Within the listing, each line that has the string "sobre" should be copied.
Segment Start: RECORD EXCERPTS
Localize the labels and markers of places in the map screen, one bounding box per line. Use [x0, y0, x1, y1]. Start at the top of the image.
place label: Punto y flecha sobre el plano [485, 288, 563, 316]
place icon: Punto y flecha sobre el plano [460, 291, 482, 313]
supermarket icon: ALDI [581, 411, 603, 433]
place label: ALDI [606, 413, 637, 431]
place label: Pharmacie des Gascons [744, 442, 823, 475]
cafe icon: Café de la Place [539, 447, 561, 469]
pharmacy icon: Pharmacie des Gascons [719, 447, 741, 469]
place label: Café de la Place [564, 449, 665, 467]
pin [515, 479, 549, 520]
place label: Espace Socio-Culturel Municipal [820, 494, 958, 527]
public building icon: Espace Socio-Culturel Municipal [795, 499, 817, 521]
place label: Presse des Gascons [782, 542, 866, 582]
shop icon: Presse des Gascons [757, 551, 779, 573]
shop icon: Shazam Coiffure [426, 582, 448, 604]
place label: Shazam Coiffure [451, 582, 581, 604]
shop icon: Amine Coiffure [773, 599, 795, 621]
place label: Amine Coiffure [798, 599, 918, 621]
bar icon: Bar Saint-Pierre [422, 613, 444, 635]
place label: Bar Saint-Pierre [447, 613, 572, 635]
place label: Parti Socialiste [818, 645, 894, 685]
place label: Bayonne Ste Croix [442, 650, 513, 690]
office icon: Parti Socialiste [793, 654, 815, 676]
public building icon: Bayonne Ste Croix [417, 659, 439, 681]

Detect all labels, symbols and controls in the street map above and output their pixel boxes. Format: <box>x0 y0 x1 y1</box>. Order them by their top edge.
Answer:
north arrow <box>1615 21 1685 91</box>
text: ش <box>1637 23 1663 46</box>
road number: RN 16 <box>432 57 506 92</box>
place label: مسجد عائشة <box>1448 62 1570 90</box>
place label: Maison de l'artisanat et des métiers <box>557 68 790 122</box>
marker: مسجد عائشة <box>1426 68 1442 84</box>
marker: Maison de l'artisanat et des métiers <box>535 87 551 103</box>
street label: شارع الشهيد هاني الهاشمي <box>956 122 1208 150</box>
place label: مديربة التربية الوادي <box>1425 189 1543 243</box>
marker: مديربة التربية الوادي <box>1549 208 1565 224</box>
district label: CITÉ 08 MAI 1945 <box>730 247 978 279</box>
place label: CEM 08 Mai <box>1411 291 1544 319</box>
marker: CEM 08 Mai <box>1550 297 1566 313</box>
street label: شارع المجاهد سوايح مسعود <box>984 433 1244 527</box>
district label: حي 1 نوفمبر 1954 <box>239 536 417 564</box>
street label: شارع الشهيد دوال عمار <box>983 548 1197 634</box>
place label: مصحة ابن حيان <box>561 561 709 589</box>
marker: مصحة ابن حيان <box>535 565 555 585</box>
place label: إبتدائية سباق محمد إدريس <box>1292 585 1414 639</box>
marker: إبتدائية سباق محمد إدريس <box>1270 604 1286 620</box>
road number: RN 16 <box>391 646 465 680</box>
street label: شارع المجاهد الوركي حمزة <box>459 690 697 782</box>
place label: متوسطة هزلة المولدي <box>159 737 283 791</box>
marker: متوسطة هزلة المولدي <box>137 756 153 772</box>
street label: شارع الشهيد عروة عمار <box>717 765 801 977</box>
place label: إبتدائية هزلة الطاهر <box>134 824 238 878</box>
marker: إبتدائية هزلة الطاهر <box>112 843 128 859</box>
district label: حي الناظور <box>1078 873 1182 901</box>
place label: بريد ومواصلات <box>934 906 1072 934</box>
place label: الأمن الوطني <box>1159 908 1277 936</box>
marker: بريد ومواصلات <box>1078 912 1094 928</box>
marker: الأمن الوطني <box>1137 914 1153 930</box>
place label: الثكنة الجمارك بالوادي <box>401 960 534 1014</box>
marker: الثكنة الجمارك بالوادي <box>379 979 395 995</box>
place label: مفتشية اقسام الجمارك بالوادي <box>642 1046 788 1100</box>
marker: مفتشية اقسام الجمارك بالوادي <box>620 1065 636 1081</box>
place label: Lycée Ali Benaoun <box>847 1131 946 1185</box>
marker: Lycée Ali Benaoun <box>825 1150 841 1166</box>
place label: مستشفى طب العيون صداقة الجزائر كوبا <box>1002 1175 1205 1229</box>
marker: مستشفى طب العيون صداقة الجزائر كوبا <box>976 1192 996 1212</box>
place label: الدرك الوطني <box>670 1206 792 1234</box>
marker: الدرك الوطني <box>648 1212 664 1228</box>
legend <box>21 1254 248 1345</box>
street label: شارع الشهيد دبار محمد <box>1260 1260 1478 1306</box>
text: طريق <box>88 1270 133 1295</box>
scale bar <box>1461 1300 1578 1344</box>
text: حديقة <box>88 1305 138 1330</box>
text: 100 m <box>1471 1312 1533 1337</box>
Segment End: RECORD EXCERPTS
* EXERCISE OUTPUT:
place label: Punto y flecha sobre el plano [485, 288, 563, 316]
place icon: Punto y flecha sobre el plano [460, 291, 482, 313]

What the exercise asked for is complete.